Rwanda is on track to achieve universal access to primary school education by 2015. However, disparities in education access between urban and rural populations and among income quintiles are apparent. To address these challenges, equity, inclusion and early learning and development are pillars of the education component of the UNDAP. EDPRS 2 highlights the need to ensure that those graduating from education institutions are equipped with the relevant skills and attitudes required for Rwanda’s current and future labour market, economic and social demands. Under the Productivity and Youth Employment pillar of EDPRS 2, the first priority deals with developing critical skills and attitudes among the youth, calling for ‘a careful review of the school curriculum to ensure that the key transferable soft skills that employers need are being provided to all secondary graduates’ (EDPRS II).

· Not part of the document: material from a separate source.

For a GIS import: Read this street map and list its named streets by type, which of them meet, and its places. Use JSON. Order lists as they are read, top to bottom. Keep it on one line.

The UN programme focuses on building the national capacity for education policy, curriculum development and enhancement of education sector capacities to deliver inclusive quality basic education, including sexuality education. It supports the alignment of quality curricula with teacher training, classroom practices, quality assurance and learning assessments as well as further development of instructor capacities in teaching methodology and promotion of reading.


Early Childhood Development

The early years of life are crucial for a child’s development and growth. Children, who are well nurtured and cared for in their earliest years within a family environment, are more likely to be healthy, to develop problem solving, language, emotional and social skills and achieve their full potential as adults. However, in Rwanda, just over 12% of children between the ages of 3-6 have access to any type of early learning and development services, and these tend to be in urban areas, which are too costly for poorer families.

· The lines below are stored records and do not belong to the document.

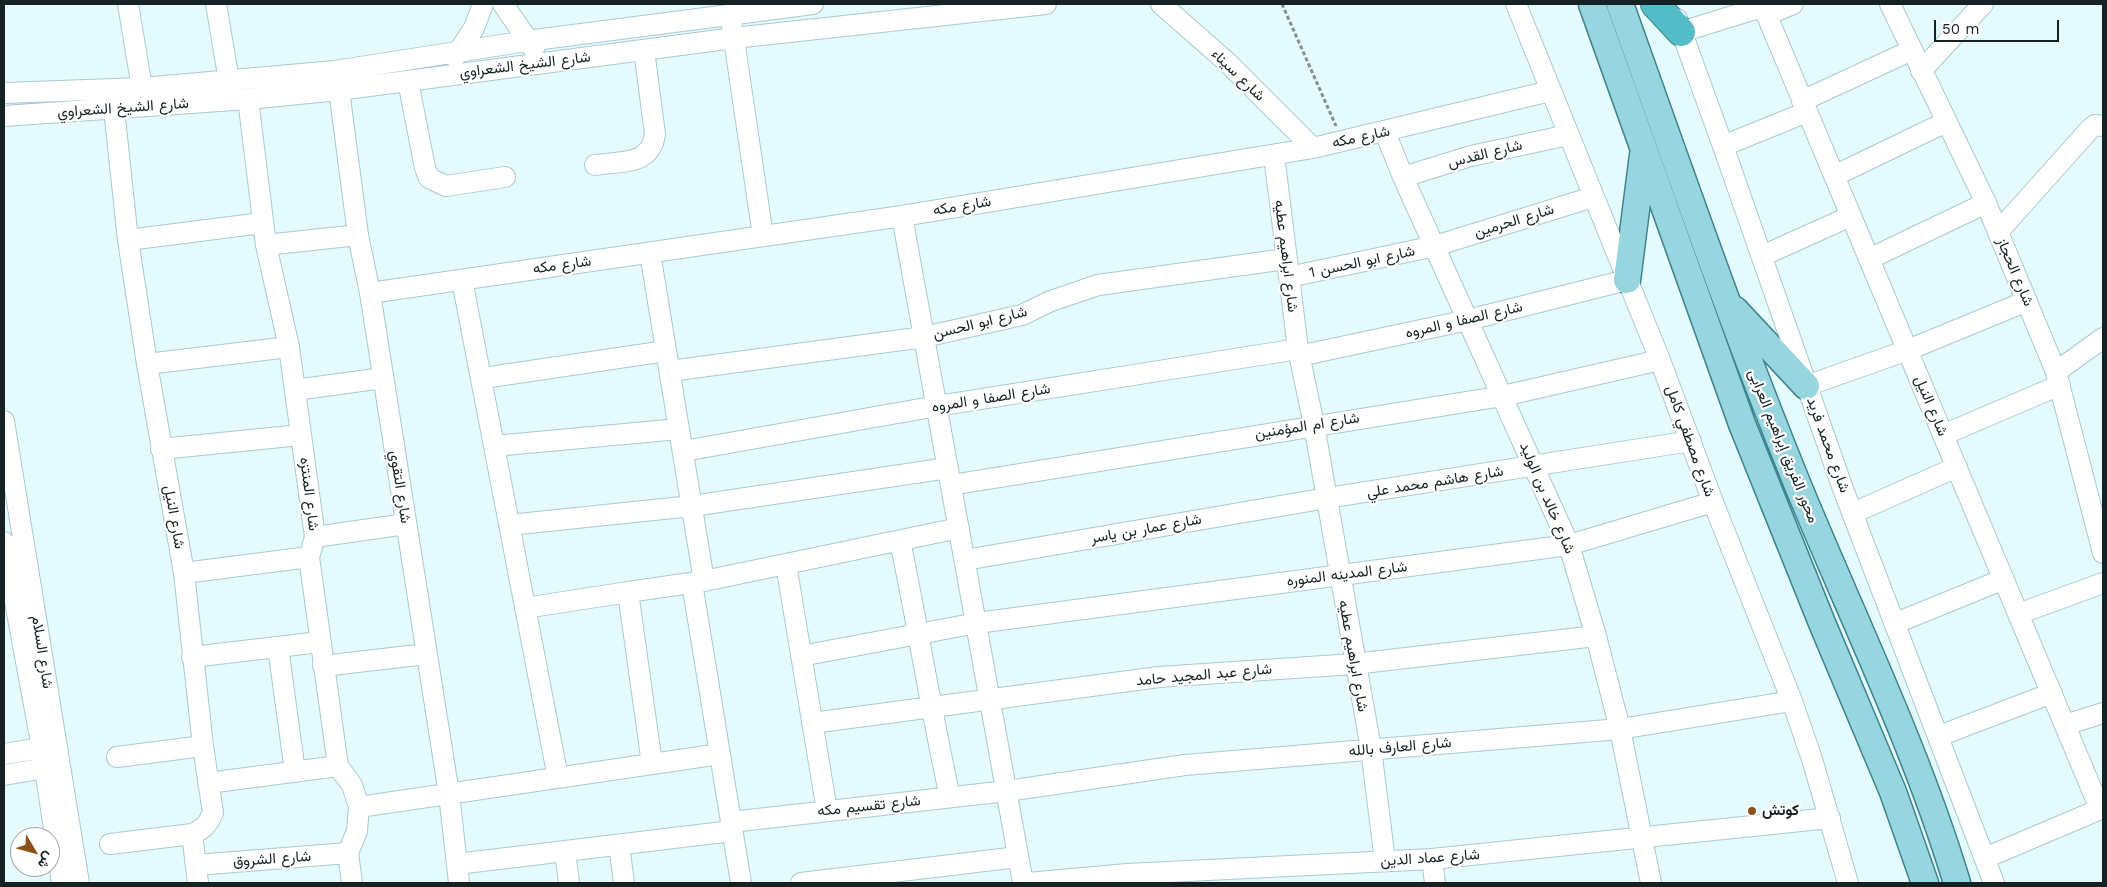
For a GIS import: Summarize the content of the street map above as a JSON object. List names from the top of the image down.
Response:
{
  "streets": {
    "main road": ["محور الفريق إبراهيم العرابى"],
    "street": [
      "شارع الشيخ الشعراوي",
      "شارع سيناء",
      "شارع مكه",
      "شارع القدس",
      "شارع الحرمين",
      "شارع ابراهيم عطيه",
      "شارع ابو الحسن 1",
      "شارع الحجاز",
      "شارع الصفا و المروه",
      "شارع ابو الحسن",
      "شارع النيل",
      "شارع ام المؤمنين",
      "شارع مصطفي كامل",
      "شارع محمد فريد",
      "شارع هاشم محمد علي",
      "شارع التقوي",
      "شارع المنتزه",
      "شارع خالد بن الوليد",
      "شارع عمار بن ياسر",
      "شارع المدينه المنوره",
      "شارع السلام",
      "شارع عبد المجيد حامد",
      "شارع العارف بالله",
      "شارع تقسيم مكه",
      "شارع عماد الدين",
      "شارع الشروق"
    ]
  },
  "crossings": [
    ["شارع الشيخ الشعراوي", "شارع النيل"],
    ["شارع الشيخ الشعراوي", "شارع التقوي"],
    ["شارع الشيخ الشعراوي", "شارع المنتزه"],
    ["شارع سيناء", "شارع مكه"],
    ["شارع مكه", "شارع ابراهيم عطيه"],
    ["شارع مكه", "شارع مصطفي كامل"],
    ["شارع مكه", "شارع التقوي"],
    ["شارع مكه", "شارع خالد بن الوليد"],
    ["شارع القدس", "شارع مصطفي كامل"],
    ["شارع القدس", "شارع خالد بن الوليد"],
    ["شارع الحرمين", "شارع ابو الحسن 1"],
    ["شارع الحرمين", "شارع مصطفي كامل"],
    ["شارع الحرمين", "شارع خالد بن الوليد"],
    ["شارع ابراهيم عطيه", "شارع ابو الحسن 1"],
    ["شارع ابراهيم عطيه", "شارع الصفا و المروه"],
    ["شارع ابراهيم عطيه", "شارع ابو الحسن"],
    ["شارع ابراهيم عطيه", "شارع ام المؤمنين"],
    ["شارع ابراهيم عطيه", "شارع هاشم محمد علي"],
    ["شارع ابراهيم عطيه", "شارع عمار بن ياسر"],
    ["شارع ابراهيم عطيه", "شارع المدينه المنوره"],
    ["شارع ابراهيم عطيه", "شارع عبد المجيد حامد"],
    ["شارع ابراهيم عطيه", "شارع العارف بالله"],
    ["شارع ابراهيم عطيه", "شارع عماد الدين"],
    ["شارع ابو الحسن 1", "شارع ابو الحسن"],
    ["شارع ابو الحسن 1", "شارع خالد بن الوليد"],
    ["شارع الصفا و المروه", "شارع مصطفي كامل"],
    ["شارع الصفا و المروه", "شارع خالد بن الوليد"],
    ["شارع ام المؤمنين", "شارع مصطفي كامل"],
    ["شارع ام المؤمنين", "شارع خالد بن الوليد"],
    ["شارع مصطفي كامل", "شارع هاشم محمد علي"],
    ["شارع مصطفي كامل", "شارع المدينه المنوره"],
    ["شارع مصطفي كامل", "شارع العارف بالله"],
    ["شارع مصطفي كامل", "شارع عماد الدين"],
    ["شارع هاشم محمد علي", "شارع خالد بن الوليد"],
    ["شارع هاشم محمد علي", "شارع عمار بن ياسر"],
    ["شارع التقوي", "شارع تقسيم مكه"],
    ["شارع المنتزه", "شارع الشروق"],
    ["شارع خالد بن الوليد", "شارع المدينه المنوره"],
    ["شارع خالد بن الوليد", "شارع عبد المجيد حامد"],
    ["شارع خالد بن الوليد", "شارع العارف بالله"],
    ["شارع خالد بن الوليد", "شارع عماد الدين"],
    ["شارع العارف بالله", "شارع تقسيم مكه"]
  ],
  "places": ["كوتش"],
  "scale_bar": "50 m",
  "north": "bottom right"
}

Interventions in the early years provide young children with greater opportunities and better outcomes in education, quality of learning, physical growth and health, and, eventually, productivity. The UN believes that a focus on “ECD and the Family” will not only give young children the best possible start in life but is also the best investment that Rwanda can make in order to achieve its national goals; including poverty reduction, reducing infant, child and maternal mortality, eliminating malnutrition and improving access to quality education.

In its support to the Government the UN applies a holistic and life cycle approach based on multi-sectoral strategies to sustainably improve the well-being and development of the young child and its family. Emphasis is placed on bringing UN expertise to bear on helping the Government to: design more effective strategies to reduce maternal and child malnutrition and mortality; promote adolescent sexual and reproductive health; replicate integrated early childhood development and family services; and support the Government’s vision of ensuring that all children in Rwanda achieve their full potential by equipping families with the relevant skills so they are able to nurture and care for their young children’s holistic development and well-being.


Gender Based Violence

Gender-based violence (GBV) continues to persist in Rwanda: worryingly, nearly half of all Rwandan women aged 15-49 have experienced either physical or sexual violence at least once since age 15. Additionally reporting of GBV remains low, with less than half of all abused women being willing to come forward in reporting cases of abuse.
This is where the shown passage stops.